The existence of the conference had forced the question of emissions reductions targets onto the table, because no politician wanted to get booed and heckled by their colleagues and the media. So, for example, while Australia had come up with a provisional or Interim Planning Target, as it was called, very few other nations had. There were protests, organised by Greenpeace, very polite, as the Swiss had it, (see my Conversation article). 

What I think we can learn from this

Want to shake loose the bureaucracy? Engineer events as action-forcers I guess? Or rather decision-forcers The action will depend on implementation, which may or may not happen….

What happened next

At the beginning of 1991, pretty much simultaneous with the push to remove Saddam Hussein from Kuwait the climate negotiations finally started. 

There was a third world climate conference, but it was a denialist event in Moscow, and no one speaks of it… 

What do you think? Does this pass the ‘so what?’ threshold? Have I got facts wrong? Interpretation wrong? Please do comment on this post, unless you are a denialist, obvs.

Categories
Swtizerland

January 25, 2013 – Lord Stern admits #climate “worse than I thought”

Ten years ago, on this day, January 25, 2013, one of the white men who has been born with a “safe pair of hands” had the good grace to admit that he’d misunderestimated the speed and breadth of climate impacts. Nick Stern, former World Bank economist, had been tapped on the shoulder by then-Treasurer Gordon Brown in 2005, and had produced a report (“the Stern Review” on the Economics of Climate Change). Interviewed by two Guardian journos at Davos 6 years after its release, he said 

 “Looking back, I underestimated the risks. The planet and the atmosphere seem to be absorbing less carbon than we expected, and emissions are rising pretty strongly. Some of the effects are coming through more quickly than we thought then.”  (Had I known this), “I think I would have been a bit more blunt. I would have been much more strong about the risks of a four- or five-degree rise.”

http://www.theguardian.com/environment/2013/jan/27/nicholas-stern-climate-change-davos

The amount of carbon dioxide in the air was roughly 395.8ppm. As of 2023 it is 419.
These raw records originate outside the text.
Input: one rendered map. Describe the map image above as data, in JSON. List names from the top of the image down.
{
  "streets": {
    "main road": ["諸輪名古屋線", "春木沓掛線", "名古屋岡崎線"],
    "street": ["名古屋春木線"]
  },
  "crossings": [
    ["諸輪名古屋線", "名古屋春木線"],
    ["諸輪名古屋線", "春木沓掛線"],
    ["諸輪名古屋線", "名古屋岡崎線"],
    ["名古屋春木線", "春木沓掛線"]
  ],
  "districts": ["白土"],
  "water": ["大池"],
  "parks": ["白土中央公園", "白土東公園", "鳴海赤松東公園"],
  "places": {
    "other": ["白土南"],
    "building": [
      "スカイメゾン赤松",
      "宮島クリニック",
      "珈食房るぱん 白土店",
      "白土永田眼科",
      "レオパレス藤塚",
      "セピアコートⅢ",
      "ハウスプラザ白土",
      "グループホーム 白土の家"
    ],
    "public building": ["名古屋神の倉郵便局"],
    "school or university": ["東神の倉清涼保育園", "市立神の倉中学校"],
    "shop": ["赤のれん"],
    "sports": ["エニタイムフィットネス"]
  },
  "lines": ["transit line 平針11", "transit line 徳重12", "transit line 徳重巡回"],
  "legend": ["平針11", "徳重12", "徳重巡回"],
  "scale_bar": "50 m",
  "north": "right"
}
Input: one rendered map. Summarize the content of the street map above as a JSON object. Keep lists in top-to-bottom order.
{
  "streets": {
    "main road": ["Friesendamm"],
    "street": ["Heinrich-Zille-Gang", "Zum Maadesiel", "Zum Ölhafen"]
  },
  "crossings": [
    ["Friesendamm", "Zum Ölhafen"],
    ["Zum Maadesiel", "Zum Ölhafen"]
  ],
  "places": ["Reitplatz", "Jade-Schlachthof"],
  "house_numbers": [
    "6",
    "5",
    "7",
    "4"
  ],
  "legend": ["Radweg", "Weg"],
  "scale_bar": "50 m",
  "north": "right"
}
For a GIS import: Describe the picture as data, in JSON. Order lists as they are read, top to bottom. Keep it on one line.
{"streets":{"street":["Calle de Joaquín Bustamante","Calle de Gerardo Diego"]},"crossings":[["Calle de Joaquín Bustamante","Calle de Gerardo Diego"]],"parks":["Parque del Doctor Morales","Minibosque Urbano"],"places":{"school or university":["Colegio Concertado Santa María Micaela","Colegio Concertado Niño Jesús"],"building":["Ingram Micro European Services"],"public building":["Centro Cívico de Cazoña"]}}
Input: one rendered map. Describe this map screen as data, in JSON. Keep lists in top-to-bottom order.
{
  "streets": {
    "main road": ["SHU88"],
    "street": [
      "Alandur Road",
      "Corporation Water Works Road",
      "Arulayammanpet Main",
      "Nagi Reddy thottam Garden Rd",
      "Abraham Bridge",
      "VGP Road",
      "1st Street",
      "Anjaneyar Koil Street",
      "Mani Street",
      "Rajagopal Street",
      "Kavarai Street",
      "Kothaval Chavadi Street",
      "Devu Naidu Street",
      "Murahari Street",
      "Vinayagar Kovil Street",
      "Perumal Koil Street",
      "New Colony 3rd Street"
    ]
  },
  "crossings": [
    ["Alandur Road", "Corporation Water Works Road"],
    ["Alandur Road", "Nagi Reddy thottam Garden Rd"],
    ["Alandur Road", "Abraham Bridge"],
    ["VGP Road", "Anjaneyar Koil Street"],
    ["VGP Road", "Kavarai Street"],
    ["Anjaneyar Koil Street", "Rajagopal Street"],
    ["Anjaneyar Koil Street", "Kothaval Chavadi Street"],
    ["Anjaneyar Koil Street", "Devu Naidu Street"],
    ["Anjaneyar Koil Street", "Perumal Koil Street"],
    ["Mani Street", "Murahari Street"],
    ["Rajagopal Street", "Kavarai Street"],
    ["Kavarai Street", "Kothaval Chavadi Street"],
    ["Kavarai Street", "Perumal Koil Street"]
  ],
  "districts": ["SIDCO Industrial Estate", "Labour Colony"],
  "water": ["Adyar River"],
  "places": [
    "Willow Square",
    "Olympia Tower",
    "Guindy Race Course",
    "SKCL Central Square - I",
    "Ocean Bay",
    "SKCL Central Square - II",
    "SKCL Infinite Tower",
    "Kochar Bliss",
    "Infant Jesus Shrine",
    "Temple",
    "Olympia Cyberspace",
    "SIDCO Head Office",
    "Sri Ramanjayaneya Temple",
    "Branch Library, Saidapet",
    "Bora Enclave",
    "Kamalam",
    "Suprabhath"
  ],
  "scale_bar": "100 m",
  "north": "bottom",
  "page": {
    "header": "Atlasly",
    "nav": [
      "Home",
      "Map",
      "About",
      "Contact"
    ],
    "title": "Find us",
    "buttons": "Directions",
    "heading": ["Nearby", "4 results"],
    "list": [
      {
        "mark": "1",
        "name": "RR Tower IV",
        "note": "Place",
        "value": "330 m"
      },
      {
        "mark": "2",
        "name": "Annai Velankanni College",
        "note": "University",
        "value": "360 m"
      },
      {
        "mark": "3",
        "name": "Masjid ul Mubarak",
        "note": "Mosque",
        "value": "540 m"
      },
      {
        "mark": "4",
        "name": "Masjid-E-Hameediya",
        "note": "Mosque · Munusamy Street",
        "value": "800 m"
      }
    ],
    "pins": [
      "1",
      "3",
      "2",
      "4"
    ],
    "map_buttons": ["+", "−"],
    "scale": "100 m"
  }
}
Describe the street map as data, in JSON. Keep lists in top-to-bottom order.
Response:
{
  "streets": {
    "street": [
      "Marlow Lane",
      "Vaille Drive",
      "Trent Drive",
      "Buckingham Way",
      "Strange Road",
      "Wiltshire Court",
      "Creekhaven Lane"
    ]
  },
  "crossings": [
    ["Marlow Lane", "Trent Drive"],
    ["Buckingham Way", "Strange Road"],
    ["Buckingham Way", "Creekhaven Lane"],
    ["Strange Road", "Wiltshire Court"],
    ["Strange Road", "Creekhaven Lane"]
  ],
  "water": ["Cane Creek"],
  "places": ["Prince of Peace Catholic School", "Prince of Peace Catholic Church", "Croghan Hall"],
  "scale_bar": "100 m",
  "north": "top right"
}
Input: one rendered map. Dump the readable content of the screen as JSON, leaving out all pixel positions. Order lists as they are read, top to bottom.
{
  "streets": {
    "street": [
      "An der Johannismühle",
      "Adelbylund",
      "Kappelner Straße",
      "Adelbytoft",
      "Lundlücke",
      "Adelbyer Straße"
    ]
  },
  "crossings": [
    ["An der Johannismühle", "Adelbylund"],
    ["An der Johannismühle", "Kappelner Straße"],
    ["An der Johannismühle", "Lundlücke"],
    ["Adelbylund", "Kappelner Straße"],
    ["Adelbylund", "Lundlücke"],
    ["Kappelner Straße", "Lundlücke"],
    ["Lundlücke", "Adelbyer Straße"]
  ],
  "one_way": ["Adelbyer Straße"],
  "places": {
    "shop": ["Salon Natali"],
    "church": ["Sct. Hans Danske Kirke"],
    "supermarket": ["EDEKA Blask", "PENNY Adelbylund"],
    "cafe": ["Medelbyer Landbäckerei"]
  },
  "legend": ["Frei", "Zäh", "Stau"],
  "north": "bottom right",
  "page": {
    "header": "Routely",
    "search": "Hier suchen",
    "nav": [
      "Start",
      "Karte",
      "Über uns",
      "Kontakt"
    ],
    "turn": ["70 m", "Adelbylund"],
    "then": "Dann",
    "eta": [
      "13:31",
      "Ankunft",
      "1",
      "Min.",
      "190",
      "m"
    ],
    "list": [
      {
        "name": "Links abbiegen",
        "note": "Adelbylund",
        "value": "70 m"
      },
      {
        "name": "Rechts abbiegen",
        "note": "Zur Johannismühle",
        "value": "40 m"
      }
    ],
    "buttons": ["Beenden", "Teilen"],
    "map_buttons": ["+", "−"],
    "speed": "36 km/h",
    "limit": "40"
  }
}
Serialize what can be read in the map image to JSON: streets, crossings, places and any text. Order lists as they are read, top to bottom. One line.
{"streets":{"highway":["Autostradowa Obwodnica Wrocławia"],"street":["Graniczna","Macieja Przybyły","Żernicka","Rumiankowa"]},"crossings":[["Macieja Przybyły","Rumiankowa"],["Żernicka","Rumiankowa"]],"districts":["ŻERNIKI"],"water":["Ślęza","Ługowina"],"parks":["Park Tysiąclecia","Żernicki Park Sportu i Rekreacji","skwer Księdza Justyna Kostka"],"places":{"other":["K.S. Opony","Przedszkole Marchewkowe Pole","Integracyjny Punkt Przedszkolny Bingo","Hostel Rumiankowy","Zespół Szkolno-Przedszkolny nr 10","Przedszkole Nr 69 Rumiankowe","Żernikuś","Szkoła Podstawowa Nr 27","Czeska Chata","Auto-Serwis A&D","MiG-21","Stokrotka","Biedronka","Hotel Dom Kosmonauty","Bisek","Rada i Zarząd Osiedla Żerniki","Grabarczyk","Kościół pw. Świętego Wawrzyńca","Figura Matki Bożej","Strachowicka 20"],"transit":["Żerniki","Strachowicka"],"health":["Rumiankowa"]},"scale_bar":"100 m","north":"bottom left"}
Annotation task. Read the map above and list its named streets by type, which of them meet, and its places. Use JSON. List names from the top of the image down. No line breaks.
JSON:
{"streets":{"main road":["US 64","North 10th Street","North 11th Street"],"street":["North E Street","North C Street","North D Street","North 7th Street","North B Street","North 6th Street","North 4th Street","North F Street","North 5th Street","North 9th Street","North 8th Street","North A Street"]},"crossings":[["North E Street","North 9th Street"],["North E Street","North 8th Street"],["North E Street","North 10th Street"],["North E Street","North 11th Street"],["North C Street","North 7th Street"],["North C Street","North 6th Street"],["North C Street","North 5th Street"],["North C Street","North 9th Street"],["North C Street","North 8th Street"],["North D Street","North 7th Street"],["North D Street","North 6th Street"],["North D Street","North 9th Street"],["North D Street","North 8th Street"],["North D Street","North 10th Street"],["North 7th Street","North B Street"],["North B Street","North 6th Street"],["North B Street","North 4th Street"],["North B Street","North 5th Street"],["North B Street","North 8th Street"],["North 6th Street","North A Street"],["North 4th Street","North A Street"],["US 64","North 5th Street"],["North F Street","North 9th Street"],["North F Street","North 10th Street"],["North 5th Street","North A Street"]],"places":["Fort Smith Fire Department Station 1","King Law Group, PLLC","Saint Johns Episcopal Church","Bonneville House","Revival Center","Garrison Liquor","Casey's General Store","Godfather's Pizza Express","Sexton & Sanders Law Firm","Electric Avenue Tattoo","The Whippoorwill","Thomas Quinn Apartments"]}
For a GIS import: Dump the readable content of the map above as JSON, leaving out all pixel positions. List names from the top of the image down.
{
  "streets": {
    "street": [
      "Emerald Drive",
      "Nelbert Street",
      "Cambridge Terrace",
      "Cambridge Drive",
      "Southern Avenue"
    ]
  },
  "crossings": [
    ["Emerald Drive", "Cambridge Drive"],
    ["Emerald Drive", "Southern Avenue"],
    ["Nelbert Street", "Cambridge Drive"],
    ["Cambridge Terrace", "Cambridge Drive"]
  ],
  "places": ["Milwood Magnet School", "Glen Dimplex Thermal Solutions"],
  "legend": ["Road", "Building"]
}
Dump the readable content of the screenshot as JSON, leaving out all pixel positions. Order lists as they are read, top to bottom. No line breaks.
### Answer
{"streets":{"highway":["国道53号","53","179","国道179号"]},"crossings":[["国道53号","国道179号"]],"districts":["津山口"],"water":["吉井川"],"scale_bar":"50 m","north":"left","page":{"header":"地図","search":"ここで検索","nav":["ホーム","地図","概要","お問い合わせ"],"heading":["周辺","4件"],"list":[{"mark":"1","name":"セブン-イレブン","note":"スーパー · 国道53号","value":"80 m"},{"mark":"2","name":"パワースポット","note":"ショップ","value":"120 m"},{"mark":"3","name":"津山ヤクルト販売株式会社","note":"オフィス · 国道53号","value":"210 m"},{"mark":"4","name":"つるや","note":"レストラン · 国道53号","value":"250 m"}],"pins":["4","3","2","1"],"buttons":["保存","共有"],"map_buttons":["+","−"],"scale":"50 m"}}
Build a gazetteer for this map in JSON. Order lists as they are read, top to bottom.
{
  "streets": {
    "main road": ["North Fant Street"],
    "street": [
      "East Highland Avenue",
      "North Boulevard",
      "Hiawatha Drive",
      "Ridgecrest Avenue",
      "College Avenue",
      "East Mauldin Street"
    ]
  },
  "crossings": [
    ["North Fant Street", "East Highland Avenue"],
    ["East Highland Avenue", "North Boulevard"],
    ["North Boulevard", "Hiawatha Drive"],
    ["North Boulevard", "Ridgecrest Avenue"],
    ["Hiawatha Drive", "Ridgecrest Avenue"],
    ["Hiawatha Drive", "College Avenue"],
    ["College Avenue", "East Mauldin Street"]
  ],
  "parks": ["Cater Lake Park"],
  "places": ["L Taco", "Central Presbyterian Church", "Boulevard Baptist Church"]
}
The context was that the international climate negotiations were beginning to crank up for the next “big” meeting (Paris 2015) and folks at Davos (where the rulers of the world and their consiglieres, lackeys and hangers-on go to be seen) were making the right noises.

What I think we can learn from this

The people with the safe pairs of hands? Always ask yourself – safe for WHO? Safe for WHAT?

What happened next

Davos kept going (everyone should read Thomas Mann’s The Magic Mountain, imo. It’s set in Davos, but with a different cast of characters, different sensibility.). The Paris Agreement happened.  And everyone was saved.

What do you think? Does this pass the ‘so what?’ threshold? Have I got facts wrong? Interpretation wrong?  Do comment on this post.

References

Stewart, H. and Elliott, L. (2013) Nicholas Stern: ‘I got it wrong on climate change – it’s far, far worse’. The Guardian, 27 January.